The nation’s blood supply is currently at historic lows. Some hospitals are even being forced to delay surgeries because of the shortage.
Many people feared donating during the COVID pandemic as they opted not to come in contact with other people. According to the Centers for Disease Control (CDC) and the National Institute of Health (NIH), donating blood is safe.
If you are a first-time donor, here is what you can expect when you make a blood donation.
First, you need to make sure you are eligible to donate blood. While there may be different requirements for different donation centers and varying state laws and requirements, here are the most common eligibility requirements.
- You must be in good health and not ill on the day you donate.
- You must be 16 or 17 years old, depending on the state. Most states require 16 or 17-year-olds to have permission from their parents or guardians.
- You need to weigh at least 110 pounds
- You must pass a health history assessment
Today, many blood centers require you to be fully vaccinated and free from any COVID symptoms, but this can also vary by location.
You may be ineligible to donate if you fall into what is considered a high-risk group, such as:
- Using illegal or recreational drugs, or any substance not prescribed by a physician in the past three months
- Have a blood disease, such as a congenital coagulation deficiency
- Had a positive HIV test or are a male who had sexual contact with other men in the prior three months
- Had close contact with a person who has viral hepatitis
- Have risk factors for a degenerative brain disorder, such as Creutzfeldt-Jakob disease (CJD)
- Spent three months or more in the UK between 1980 and 1996
- Got a blood transfusion in the UK or France from 1980 on
- Spent more than five years in France or Ireland between 1980 and 2001
There may be other restrictions depending on other state or local regulations.
Preparing for Your Blood Donation
Getting ready to donate blood for the first time is easy. It is recommended that you get a good night’s sleep before donating, eat a healthy meal, and drink plenty of water.
On donation day, make sure you wear a short-sleeve shirt or blouse, or one with sleeves you can roll-up.
During the Donation Process
When it is time to donate, you lie down or sit in a reclining chair. You will have a blood pressure cuff or tourniquet applied on your upper arm to help fill your veins with blood and make them easier to see.
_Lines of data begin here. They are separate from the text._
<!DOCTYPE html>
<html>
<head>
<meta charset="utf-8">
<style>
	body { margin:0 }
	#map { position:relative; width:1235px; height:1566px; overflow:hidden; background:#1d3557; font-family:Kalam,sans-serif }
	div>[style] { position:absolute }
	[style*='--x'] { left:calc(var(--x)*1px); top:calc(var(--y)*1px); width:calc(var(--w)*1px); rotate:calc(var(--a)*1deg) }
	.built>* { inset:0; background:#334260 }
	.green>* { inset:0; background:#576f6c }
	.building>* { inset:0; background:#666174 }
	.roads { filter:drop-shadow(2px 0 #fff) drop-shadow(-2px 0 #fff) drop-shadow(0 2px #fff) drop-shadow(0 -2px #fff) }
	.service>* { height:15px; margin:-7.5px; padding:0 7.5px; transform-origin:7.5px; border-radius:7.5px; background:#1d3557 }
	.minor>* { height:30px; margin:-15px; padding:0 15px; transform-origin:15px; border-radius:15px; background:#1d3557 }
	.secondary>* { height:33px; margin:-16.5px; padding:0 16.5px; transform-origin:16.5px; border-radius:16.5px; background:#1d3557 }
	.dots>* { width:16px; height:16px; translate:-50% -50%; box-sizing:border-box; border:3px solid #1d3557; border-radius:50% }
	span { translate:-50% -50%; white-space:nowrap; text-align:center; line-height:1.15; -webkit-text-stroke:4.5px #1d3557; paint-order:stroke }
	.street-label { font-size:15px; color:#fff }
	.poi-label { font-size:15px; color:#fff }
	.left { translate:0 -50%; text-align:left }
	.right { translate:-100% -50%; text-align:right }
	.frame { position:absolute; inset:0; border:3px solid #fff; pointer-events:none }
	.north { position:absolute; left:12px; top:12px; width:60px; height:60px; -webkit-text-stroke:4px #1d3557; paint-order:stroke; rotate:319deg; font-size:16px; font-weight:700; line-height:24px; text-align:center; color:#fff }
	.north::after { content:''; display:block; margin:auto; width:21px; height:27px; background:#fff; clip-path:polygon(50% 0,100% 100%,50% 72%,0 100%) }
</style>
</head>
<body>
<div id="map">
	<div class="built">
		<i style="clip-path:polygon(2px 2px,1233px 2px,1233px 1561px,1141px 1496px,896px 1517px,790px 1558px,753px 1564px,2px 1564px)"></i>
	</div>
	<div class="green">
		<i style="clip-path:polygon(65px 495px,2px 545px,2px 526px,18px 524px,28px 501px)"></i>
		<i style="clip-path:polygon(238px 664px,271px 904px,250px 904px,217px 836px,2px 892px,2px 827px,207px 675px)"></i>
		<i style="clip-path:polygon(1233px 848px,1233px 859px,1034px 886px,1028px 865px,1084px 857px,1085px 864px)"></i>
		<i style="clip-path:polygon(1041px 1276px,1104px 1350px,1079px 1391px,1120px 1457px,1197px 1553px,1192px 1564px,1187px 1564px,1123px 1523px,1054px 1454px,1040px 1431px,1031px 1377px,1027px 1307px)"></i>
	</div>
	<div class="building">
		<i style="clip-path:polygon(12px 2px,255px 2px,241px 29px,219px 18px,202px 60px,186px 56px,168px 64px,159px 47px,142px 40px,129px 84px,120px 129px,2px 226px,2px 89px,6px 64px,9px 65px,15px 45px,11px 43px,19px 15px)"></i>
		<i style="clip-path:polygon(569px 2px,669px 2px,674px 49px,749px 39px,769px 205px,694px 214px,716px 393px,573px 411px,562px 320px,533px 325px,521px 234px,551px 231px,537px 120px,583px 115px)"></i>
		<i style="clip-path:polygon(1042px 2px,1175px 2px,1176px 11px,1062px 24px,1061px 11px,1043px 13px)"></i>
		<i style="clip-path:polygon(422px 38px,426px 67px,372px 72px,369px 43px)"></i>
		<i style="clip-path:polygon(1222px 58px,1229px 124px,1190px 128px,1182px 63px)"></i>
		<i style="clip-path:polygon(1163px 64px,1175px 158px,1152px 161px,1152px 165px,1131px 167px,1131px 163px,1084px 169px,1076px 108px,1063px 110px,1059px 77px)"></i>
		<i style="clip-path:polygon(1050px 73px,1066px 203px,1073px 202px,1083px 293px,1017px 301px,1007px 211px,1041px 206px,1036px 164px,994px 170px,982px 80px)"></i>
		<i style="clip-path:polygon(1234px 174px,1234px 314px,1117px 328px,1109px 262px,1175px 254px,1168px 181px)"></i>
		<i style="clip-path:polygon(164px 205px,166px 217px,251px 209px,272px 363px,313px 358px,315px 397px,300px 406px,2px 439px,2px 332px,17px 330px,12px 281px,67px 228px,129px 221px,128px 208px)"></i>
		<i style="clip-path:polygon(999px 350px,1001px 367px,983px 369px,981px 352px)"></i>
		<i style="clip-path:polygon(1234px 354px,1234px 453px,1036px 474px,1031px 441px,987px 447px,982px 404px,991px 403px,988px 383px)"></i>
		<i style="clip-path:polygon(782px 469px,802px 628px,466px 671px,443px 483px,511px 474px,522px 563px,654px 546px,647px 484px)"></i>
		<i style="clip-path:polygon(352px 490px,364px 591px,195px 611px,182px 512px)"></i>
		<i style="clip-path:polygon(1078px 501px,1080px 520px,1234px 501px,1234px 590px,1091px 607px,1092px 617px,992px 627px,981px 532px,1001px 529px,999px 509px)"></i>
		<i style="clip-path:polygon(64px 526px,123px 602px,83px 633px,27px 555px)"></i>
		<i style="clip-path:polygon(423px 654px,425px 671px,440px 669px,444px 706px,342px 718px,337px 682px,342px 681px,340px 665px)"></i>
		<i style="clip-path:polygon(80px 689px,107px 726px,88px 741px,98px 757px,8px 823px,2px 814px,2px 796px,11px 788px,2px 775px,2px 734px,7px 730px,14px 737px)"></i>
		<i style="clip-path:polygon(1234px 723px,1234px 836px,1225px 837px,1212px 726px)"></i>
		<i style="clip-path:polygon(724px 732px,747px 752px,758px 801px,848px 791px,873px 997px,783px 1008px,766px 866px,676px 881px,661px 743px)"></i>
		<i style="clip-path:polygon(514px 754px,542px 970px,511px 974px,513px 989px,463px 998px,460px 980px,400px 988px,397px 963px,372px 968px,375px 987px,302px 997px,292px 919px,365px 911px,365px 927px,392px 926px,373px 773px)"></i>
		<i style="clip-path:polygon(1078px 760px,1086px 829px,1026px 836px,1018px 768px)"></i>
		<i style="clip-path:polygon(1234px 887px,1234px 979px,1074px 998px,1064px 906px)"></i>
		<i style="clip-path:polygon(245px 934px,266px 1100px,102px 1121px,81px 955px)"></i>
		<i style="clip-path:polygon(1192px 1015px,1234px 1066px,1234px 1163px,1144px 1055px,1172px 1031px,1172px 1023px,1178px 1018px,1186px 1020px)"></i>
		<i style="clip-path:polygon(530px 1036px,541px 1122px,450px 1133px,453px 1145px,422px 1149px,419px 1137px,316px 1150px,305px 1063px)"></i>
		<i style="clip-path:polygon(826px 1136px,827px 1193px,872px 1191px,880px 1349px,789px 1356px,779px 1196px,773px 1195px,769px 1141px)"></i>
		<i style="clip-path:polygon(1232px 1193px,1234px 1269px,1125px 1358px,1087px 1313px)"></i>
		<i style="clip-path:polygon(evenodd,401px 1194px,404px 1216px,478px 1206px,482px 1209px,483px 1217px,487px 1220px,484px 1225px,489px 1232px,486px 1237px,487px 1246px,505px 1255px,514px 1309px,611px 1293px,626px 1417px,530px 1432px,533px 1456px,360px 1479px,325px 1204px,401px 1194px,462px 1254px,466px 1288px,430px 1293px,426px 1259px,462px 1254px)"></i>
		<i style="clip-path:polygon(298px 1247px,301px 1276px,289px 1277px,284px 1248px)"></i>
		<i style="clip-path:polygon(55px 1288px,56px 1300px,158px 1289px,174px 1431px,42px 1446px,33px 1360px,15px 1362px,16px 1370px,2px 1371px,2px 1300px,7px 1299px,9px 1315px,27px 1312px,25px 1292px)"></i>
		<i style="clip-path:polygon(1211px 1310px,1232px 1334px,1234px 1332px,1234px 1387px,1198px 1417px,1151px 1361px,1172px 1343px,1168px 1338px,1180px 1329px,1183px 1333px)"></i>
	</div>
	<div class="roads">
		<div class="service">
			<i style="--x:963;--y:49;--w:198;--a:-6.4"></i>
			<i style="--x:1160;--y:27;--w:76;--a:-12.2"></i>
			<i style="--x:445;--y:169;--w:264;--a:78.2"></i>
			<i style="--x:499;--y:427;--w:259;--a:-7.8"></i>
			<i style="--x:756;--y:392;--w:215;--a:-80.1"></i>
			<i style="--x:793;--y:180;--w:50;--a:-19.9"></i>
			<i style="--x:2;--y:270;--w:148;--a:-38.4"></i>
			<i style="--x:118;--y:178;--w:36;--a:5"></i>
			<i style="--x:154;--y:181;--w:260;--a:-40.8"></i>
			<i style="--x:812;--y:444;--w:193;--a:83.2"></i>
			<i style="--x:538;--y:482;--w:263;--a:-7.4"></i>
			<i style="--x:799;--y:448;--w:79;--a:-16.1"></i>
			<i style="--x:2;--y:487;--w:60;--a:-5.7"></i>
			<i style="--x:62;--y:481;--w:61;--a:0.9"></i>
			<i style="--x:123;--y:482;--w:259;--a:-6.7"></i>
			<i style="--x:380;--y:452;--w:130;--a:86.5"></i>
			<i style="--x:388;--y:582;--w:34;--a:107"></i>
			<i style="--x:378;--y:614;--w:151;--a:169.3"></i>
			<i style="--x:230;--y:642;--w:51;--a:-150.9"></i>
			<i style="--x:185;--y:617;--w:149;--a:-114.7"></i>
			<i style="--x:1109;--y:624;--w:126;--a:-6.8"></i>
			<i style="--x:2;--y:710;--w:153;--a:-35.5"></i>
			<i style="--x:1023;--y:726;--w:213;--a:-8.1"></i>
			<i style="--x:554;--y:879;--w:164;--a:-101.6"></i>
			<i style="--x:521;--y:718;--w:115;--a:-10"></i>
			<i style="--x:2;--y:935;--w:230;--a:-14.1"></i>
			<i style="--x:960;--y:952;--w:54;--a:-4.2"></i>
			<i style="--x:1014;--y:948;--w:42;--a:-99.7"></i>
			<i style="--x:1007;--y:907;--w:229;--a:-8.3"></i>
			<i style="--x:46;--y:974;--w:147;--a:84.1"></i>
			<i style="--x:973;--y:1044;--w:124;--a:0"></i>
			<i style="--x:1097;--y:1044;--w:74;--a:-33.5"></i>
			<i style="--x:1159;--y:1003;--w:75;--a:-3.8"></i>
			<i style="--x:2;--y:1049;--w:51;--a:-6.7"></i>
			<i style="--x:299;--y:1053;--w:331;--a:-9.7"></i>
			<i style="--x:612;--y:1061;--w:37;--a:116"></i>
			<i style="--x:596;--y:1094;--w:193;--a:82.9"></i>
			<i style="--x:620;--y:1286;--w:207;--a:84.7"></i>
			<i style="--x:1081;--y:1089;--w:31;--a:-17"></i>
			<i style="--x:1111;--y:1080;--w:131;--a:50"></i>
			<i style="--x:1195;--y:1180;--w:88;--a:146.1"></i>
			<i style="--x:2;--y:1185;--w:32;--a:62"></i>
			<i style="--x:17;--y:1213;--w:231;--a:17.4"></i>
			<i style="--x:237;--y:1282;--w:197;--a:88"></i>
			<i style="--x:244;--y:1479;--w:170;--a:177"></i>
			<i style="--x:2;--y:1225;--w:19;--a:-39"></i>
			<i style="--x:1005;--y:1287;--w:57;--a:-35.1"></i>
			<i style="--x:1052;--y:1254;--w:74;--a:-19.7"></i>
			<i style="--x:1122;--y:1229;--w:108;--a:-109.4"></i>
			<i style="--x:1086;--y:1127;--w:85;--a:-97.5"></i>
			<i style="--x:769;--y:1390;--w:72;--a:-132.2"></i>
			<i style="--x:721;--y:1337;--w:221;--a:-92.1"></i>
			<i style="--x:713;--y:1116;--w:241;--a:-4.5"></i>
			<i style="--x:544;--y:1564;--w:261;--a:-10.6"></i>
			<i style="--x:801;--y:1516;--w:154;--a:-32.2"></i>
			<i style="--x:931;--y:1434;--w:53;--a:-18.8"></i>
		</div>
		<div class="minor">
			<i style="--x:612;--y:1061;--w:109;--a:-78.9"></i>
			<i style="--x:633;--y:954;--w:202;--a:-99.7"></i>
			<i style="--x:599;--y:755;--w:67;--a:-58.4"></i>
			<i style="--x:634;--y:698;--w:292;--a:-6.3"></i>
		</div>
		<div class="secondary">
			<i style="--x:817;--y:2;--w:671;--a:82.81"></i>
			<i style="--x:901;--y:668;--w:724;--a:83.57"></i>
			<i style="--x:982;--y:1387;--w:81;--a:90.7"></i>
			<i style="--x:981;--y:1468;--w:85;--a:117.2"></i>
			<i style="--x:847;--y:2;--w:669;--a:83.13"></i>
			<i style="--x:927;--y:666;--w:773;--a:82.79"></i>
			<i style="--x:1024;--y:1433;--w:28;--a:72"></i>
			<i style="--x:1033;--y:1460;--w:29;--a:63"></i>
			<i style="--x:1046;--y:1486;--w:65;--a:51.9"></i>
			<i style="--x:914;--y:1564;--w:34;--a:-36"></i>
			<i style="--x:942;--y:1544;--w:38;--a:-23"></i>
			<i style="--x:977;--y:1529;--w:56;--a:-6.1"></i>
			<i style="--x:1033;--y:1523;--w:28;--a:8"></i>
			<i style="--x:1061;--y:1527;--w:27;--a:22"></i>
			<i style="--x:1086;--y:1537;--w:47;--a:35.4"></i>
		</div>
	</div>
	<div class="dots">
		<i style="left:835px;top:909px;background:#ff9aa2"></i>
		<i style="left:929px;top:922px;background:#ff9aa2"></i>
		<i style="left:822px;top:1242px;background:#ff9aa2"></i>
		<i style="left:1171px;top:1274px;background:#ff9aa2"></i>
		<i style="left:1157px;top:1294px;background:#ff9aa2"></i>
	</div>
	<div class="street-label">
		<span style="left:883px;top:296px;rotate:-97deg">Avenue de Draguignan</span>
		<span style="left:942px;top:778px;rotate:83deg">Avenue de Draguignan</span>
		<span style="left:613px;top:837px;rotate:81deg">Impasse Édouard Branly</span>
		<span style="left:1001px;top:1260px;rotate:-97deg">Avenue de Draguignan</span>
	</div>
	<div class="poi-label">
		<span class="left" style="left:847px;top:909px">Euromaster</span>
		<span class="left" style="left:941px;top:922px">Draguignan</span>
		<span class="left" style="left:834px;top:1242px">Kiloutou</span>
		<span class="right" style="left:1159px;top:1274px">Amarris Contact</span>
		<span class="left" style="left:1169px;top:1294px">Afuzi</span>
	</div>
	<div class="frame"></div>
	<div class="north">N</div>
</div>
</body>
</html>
Clinicians will clean the skin on the inside of your elbow and then insert a clean, new sterile needle into the vein. Once the needle has been inserted, you will be asked to squeeze your first a few times to get the blood flowing.
Blood is typically collected into a tube for testing, but then the rest of the blood will fill a donor bag. In most cases, blood draws will be about a pint.
After the donation is complete, the needle will be removed and a bandage will be placed on the insertion site.
The whole donation process can take as little as 10-15 minutes from start to finish.
After the procedure is complete, you will be asked to stay nearby for observation for about 15 minutes. You will likely eat a light snack and get some fluids.
After donating, you should also avoid any strenuous exercise or activity for several hours. It is also recommended that you:
- Continue drinking extra fluids
- Keep the bandage attached for 4-6 hours
- Consider eating iron-rich foods to replace any iron lost during the donation.
If you feel lightheaded, lie down and put your feet up until it passes. This typically happens to a select few people within a few minutes after donating blood. This is one of the reasons they ask that you stay put for 15 minutes following the donation.
If bleeding occurs after taking the bandage off, put pressure on the site and keep your arm raised. You can also apply another bandage. If you experience bruising at the place where the needle went on, you can apply a cold pack for 20 minutes to help reduce bruising or swelling.
If you are feeling sick within a day or two of donating blood, or test positive for COVID, alert the blood donation center.
Donating Blood Is Easy
Once your blood has been taken, it will be tested for blood type and ensure it is free from diseases or anything else that would render it a health risk before being included in the emergency blood supply.
If you want to donate again, you are asked to wait eight weeks before donating blood a second time.
Someone needs blood in the US every two seconds, on average. Each year, more than 4.5 million people need a blood transfusion. Donating just one pint has the potential to save three lives. Consider donating blood today.